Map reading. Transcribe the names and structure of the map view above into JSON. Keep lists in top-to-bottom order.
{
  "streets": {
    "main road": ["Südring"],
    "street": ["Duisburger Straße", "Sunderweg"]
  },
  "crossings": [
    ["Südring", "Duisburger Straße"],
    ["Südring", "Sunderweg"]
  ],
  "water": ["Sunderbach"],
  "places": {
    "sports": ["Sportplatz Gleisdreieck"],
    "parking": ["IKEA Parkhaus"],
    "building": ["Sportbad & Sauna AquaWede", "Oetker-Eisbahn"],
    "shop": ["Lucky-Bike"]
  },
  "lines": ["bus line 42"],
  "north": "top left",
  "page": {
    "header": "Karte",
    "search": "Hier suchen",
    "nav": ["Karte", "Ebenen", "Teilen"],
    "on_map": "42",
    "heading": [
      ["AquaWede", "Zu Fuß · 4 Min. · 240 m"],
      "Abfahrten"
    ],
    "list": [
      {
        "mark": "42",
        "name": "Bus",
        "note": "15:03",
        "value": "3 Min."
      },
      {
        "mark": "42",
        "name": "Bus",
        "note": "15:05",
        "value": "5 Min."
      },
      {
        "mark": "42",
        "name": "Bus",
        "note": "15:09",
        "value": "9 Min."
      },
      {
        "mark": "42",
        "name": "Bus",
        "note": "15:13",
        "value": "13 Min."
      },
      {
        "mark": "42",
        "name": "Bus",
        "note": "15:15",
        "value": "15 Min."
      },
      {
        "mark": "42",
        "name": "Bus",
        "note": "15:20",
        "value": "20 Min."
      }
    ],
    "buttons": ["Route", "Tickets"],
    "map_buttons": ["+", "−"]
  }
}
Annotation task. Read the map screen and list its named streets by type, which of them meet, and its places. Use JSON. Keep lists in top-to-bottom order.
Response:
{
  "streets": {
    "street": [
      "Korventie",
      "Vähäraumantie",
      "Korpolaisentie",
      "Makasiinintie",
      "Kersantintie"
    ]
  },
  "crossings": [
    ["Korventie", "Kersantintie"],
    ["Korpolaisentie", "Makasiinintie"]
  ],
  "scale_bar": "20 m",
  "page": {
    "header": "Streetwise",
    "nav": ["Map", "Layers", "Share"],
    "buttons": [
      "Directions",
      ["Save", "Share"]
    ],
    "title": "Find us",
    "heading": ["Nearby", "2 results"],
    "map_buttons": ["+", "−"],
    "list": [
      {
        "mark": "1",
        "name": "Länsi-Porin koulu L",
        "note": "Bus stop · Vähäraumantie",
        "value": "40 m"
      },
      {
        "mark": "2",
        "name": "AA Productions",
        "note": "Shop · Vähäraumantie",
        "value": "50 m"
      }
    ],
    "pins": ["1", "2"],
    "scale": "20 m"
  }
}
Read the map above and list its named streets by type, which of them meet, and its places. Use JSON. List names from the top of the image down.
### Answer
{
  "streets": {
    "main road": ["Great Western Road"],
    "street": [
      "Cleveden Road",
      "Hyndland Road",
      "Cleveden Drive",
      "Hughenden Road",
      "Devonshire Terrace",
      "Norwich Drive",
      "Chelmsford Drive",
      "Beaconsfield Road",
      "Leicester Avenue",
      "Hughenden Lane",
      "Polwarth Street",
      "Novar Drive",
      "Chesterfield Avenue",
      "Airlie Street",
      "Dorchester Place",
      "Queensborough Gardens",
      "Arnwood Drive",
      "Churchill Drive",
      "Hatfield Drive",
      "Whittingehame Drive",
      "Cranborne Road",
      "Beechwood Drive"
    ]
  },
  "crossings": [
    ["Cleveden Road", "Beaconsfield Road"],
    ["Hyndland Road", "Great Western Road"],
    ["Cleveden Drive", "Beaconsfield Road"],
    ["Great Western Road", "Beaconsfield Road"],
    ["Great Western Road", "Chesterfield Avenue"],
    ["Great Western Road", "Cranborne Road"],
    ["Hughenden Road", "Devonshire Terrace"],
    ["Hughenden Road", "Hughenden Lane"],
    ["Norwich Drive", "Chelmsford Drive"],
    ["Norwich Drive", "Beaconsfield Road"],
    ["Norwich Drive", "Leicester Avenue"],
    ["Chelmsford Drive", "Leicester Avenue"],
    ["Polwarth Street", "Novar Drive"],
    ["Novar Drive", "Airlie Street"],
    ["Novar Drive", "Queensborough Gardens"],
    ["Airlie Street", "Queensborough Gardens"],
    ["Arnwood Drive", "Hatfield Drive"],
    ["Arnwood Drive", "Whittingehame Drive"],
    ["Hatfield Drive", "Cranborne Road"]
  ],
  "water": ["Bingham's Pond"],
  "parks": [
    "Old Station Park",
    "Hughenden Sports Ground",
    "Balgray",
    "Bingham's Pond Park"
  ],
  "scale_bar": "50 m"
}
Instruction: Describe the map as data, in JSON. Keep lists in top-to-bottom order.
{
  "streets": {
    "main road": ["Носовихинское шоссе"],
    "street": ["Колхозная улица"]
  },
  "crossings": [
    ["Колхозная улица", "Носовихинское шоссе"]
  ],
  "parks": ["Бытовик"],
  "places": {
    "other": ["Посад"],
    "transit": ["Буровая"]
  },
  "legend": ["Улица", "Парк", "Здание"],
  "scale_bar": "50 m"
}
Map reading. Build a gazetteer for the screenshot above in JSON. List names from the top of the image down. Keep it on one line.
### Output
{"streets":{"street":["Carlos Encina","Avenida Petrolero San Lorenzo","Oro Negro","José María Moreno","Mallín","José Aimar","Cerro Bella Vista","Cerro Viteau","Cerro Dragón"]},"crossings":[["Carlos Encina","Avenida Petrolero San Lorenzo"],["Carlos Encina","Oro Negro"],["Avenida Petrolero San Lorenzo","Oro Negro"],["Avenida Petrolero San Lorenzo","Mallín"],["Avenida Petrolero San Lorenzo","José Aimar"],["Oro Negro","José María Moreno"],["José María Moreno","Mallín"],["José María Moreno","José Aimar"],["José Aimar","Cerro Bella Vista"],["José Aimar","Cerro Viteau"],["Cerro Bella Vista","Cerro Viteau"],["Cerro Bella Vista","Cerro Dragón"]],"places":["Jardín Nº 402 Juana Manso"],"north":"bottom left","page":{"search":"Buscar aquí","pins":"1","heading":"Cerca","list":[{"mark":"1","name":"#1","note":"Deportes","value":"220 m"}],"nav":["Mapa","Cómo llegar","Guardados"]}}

- **Problem details**
Across the whole listing above, report each line that includes "Devonshire".

- **Response to this task**
      "Devonshire Terrace",
    ["Hughenden Road", "Devonshire Terrace"],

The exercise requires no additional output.